**Material for this task**
● ● ● ●
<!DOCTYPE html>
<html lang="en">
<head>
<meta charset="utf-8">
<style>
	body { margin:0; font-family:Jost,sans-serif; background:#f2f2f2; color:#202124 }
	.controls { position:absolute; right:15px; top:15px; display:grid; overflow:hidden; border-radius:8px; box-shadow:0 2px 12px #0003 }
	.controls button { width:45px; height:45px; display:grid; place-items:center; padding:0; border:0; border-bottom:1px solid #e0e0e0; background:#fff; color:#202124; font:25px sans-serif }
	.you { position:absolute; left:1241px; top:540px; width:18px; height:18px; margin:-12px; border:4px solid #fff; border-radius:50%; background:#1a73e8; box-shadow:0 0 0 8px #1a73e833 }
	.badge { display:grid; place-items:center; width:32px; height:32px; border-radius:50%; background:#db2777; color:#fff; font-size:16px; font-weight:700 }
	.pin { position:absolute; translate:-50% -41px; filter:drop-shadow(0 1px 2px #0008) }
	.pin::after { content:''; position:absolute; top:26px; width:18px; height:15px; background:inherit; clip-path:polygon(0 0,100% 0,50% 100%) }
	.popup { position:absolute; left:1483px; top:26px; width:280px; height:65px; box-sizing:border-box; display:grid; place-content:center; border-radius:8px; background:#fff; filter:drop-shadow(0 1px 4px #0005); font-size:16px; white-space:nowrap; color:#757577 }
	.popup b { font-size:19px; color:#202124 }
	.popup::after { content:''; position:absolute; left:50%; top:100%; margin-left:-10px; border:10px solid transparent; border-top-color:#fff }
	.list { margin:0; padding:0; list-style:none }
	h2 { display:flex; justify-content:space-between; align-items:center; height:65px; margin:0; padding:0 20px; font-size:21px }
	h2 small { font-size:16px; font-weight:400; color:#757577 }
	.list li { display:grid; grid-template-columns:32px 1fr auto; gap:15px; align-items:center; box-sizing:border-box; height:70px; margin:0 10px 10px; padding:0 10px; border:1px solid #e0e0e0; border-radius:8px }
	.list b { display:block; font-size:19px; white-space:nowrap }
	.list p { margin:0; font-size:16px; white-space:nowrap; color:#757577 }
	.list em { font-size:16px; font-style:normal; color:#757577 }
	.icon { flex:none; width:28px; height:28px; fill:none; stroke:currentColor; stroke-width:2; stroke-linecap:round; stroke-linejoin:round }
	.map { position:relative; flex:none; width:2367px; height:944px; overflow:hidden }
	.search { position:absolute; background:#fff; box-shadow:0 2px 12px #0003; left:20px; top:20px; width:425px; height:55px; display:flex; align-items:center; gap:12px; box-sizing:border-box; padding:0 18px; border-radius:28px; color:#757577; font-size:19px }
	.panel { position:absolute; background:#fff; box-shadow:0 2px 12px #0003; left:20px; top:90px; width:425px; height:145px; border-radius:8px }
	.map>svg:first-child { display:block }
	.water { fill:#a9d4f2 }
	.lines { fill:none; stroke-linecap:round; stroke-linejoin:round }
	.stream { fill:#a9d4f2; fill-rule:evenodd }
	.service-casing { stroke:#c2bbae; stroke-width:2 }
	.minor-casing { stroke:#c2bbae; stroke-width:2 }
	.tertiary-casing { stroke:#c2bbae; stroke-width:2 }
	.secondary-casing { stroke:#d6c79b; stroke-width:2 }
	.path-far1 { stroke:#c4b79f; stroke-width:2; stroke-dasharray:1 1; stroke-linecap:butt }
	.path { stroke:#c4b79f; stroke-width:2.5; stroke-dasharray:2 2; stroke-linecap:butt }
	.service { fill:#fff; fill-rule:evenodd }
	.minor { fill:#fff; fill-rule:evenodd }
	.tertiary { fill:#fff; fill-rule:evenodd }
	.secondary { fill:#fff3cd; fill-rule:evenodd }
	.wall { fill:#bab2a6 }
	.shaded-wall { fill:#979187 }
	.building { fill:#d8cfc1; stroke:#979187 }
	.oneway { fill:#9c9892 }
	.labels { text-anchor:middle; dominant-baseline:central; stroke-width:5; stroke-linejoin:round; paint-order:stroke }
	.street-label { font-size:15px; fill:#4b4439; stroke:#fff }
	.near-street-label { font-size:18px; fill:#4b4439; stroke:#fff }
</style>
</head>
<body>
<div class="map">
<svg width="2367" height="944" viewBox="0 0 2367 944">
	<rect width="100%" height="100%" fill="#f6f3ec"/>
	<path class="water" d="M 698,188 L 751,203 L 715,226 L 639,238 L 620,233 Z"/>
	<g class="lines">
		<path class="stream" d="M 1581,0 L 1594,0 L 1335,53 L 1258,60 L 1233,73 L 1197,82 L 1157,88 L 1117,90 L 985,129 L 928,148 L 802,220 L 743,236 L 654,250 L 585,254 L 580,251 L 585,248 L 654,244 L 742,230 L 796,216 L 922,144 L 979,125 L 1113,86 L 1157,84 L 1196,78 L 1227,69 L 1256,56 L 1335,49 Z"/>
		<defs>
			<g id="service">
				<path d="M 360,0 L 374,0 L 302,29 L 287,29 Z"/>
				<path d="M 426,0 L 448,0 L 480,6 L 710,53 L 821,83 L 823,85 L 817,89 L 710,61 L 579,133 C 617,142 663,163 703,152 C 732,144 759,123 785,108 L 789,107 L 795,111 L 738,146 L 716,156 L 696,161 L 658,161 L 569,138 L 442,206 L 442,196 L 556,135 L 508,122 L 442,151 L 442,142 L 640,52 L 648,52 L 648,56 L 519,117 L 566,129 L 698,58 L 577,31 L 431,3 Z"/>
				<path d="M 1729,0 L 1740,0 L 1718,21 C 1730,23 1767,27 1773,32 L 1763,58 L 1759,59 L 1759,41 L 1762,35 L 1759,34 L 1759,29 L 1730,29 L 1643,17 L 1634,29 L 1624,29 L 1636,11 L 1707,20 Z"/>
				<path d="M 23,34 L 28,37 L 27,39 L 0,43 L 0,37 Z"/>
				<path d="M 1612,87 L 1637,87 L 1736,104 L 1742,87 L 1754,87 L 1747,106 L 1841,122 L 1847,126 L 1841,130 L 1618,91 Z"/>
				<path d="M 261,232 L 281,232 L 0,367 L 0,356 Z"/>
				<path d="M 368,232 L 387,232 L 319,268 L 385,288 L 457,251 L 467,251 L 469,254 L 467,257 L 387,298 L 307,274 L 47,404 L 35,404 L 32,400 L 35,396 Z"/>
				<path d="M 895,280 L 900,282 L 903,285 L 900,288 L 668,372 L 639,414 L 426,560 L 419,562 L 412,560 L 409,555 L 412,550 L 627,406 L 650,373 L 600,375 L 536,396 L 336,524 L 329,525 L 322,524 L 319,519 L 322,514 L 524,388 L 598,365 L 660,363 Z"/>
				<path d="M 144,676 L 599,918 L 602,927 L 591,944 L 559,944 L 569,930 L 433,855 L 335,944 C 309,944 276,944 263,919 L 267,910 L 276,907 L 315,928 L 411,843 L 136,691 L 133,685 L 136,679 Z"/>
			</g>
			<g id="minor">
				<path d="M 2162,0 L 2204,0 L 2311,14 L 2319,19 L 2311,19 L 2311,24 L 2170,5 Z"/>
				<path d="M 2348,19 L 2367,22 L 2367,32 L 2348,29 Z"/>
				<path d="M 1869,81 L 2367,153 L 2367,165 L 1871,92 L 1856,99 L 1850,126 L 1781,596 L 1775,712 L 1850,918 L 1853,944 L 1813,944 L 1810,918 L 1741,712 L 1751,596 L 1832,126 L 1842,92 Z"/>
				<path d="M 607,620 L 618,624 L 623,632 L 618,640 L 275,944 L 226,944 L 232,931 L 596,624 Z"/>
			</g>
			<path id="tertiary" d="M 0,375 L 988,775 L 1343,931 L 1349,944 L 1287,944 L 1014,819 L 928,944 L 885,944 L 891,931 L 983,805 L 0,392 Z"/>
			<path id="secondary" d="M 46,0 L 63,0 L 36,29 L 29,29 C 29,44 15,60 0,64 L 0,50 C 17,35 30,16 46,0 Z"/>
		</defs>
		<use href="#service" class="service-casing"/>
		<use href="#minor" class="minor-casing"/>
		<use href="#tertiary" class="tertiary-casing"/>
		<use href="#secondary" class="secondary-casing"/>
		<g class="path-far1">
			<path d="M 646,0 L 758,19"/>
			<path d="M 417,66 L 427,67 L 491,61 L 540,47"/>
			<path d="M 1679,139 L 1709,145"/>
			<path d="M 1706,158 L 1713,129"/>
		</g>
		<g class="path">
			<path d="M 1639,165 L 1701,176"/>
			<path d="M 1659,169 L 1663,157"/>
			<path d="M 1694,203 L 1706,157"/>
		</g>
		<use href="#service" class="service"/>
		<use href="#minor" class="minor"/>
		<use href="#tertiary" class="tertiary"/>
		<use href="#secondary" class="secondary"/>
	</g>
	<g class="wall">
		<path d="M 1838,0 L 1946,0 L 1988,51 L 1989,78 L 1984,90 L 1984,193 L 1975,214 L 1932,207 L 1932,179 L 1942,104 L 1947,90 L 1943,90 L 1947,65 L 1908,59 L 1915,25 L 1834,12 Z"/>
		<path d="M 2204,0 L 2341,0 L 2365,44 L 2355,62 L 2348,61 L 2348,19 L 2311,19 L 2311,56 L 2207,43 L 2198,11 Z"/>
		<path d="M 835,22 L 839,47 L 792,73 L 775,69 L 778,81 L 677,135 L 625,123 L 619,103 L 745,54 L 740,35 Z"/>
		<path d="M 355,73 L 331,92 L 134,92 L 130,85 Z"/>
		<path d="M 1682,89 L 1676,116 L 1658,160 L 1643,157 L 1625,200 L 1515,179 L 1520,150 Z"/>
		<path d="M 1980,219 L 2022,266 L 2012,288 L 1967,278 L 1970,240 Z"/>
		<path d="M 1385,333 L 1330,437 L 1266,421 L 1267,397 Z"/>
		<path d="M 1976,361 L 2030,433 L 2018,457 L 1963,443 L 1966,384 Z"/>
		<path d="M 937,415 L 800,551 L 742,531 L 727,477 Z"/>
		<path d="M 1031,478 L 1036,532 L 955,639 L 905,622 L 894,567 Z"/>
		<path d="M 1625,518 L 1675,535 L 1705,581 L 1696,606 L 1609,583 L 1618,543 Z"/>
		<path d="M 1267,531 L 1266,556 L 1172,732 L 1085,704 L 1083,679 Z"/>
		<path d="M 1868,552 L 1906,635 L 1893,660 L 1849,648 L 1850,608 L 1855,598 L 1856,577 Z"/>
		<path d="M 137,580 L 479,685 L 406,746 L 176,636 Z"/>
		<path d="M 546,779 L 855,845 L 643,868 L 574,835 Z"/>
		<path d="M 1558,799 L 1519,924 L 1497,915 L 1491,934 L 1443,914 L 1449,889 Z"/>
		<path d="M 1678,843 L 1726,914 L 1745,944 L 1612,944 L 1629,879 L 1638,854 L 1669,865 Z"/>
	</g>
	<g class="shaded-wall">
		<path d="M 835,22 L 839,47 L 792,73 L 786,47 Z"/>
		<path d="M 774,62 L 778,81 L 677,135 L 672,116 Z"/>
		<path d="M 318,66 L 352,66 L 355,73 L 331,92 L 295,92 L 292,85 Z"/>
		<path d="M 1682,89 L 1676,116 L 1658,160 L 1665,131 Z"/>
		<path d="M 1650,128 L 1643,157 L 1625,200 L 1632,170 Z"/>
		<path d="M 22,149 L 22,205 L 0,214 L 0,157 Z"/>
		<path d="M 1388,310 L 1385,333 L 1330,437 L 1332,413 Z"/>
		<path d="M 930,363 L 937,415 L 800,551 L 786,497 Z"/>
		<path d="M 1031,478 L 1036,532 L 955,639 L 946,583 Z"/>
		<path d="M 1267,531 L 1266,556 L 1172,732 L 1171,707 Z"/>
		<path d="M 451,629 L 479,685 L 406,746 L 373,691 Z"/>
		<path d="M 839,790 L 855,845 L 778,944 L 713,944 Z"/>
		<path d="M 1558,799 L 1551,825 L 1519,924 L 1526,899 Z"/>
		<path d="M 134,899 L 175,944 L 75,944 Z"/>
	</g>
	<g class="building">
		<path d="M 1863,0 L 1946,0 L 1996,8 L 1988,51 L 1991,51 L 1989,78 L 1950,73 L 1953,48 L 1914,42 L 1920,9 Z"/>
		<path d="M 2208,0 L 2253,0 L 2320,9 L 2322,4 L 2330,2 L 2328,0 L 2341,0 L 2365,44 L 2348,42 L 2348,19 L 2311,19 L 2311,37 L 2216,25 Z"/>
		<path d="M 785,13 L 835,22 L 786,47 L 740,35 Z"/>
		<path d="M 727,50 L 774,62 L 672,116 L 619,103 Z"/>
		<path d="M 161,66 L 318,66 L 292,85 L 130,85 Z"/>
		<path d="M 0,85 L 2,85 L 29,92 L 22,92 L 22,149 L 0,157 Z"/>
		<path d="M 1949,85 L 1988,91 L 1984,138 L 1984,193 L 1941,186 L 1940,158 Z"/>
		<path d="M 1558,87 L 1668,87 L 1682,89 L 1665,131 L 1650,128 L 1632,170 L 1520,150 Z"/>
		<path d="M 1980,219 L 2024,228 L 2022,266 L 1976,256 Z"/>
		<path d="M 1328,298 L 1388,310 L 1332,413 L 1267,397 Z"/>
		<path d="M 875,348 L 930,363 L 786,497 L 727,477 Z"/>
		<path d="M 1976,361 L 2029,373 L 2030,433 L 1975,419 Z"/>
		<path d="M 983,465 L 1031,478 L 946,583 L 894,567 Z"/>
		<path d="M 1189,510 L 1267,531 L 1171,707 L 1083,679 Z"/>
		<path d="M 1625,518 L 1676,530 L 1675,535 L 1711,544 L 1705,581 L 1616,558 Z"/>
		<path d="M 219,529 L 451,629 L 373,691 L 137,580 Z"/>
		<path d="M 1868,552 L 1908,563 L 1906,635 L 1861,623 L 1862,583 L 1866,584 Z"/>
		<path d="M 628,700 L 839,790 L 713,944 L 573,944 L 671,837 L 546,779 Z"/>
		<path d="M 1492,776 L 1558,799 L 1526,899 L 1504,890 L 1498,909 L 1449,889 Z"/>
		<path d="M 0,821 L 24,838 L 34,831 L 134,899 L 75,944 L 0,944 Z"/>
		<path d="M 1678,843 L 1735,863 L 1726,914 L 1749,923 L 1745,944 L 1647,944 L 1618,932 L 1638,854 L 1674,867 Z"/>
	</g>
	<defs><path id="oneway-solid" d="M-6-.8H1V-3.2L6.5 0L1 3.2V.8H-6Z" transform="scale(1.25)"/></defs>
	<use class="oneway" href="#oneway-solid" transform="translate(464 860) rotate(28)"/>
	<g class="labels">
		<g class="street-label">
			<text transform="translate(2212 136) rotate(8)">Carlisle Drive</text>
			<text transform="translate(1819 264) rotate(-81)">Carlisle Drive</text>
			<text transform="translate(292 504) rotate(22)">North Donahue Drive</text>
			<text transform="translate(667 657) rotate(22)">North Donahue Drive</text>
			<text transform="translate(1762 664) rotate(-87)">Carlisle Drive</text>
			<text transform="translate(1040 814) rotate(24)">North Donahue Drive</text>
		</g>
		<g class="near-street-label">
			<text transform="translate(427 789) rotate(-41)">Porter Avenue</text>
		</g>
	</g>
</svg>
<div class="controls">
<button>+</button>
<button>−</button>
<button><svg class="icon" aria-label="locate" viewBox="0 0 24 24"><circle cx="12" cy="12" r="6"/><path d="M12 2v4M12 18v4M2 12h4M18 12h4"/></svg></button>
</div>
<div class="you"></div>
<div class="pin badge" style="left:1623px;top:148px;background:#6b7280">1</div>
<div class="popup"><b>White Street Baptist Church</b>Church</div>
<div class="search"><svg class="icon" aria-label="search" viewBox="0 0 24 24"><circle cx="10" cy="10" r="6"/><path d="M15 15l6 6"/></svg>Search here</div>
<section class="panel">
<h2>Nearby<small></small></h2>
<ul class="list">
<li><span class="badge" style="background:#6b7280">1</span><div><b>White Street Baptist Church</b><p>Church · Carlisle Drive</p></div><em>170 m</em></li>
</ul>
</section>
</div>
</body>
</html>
● ● ● ●
**Work order**
Would you please transcribe the lines above exactly, starting with the first line of the material and ending with the line that has "width:45px; height:45px; display:grid;"?

**Exercise output**
<!DOCTYPE html>
<html lang="en">
<head>
<meta charset="utf-8">
<style>
	body { margin:0; font-family:Jost,sans-serif; background:#f2f2f2; color:#202124 }
	.controls { position:absolute; right:15px; top:15px; display:grid; overflow:hidden; border-radius:8px; box-shadow:0 2px 12px #0003 }
	.controls button { width:45px; height:45px; display:grid; place-items:center; padding:0; border:0; border-bottom:1px solid #e0e0e0; background:#fff; color:#202124; font:25px sans-serif }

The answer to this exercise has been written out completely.